Chahinkapa Park, in the northeastern part of Wahpeton, lies between the high banks of the old bed of the Red River and the present channel, its inviting woods cut off from the mainland by meandering lagoons. Improvements and recreational facilities (swimming pool, playgrounds, athletic field) by Federal agencies were completed under the Works Progress Administration (1937).
Wahpeton was the home of the late U. S. Senator Porter J. McCumber, who gained national recognition for his work on the Fordney-McCumber Tariff Bill.
The route leaves Wahpeton by way of 2nd St., and for 5 m. follows a winding course parallel to the Bois de Sioux. This portion of the highway runs over a trail used in 1823 by the military expedition of Maj. Stephen H. Long sent to establish the Canadian boundary, and still later as a freight route between St. Cloud, Minn., Fort Abercrombie, and Pembina in the 1860's and 1870's.
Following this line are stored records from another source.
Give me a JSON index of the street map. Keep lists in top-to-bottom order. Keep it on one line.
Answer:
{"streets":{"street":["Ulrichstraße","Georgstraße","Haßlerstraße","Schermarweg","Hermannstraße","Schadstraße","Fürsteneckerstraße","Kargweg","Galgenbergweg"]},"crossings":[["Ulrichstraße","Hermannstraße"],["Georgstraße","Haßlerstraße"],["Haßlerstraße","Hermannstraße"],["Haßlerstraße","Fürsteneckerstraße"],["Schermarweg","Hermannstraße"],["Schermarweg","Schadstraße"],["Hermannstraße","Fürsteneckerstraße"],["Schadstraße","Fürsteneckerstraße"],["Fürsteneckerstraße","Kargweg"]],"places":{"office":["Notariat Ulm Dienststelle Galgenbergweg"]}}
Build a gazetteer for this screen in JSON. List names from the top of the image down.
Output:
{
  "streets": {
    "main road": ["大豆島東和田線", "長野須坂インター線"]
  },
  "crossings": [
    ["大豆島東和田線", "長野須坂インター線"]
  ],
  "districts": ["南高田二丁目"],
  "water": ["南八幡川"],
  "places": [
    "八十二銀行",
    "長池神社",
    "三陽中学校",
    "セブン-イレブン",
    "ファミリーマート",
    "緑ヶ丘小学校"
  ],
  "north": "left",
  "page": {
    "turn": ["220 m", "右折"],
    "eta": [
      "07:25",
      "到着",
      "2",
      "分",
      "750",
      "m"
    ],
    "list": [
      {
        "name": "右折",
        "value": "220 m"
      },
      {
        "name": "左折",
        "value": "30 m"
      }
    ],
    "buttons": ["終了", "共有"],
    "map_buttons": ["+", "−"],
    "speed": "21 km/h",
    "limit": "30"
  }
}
FAIRMOUNT, 247.5 m. (985 alt., 611 pop.), named for Fairmount Park in Philadelphia, Pa., was platted in 1887 until which time it was known as Michigan Settlement because many of its settlers came from that State. Of interest in the town is the widely known Sermon in Stone, an obelisk erected in St. Anthony's Roman Catholic churchyard by Rev. G. C. Bierens. Stones and ores, some semiprecious, have come from all parts of the world to be patterned into this bright-colored shrine. The Ten Commandments, Faith, Hope, and Charity, the Trinity, the Sacraments, and many other abstractions are symbolized in stone.
Father Bierens is an authority on bird life in the Red River Valley, and operates a U. S. Biological Survey Bird Banding Station (1937), one of the few in the State. Since he began the work in 1928 he has banded more than 10,000 birds, never less than 1,000 a year, and as many as 70 species in one season, not including field and shore or water birds. In April 1935 he banded the first European starling caught in North Dakota.
At the F. P. Nelson store in Fairmount is a Collection (open by arrangement) of Indian artifacts and of firearms, including a Chinese gun made in 1526.
Right from Fairmount on ND 11, a graveled road, is HANKINSON, 11 m. (1,068 alt., 1,400 pop.), named for R. H. Hankinson, town site owner. Here are the Convent and Academy of the Sisters of St. Francis, the mother house of the order in the United States. This order was established in Germany in 1241. The convent and academy, founded in 1927-29, are housed in a three-story Renaissance-style building of tapestry brick trimmed in Indiana limestone. In a niche over the entrance is a statue of St. Francis, carved in Danube limestone by the Joseph Mueller Art Institute of Munich, Germany, and donated to the order.
South of Fairmount the distant Coteau des Prairies is visible (R). Back in these hills, which form part of the watershed between the Gulf of Mexico and Hudson Bay, live the Sioux Indians of the Sisseton Reservation, a triangular section of which juts into the State from South Dakota.
At 256.5 m. US 81 crosses the North Dakota Line, 106 m. N. of Watertown, S. Dak. (see S. Dak. Tour 10).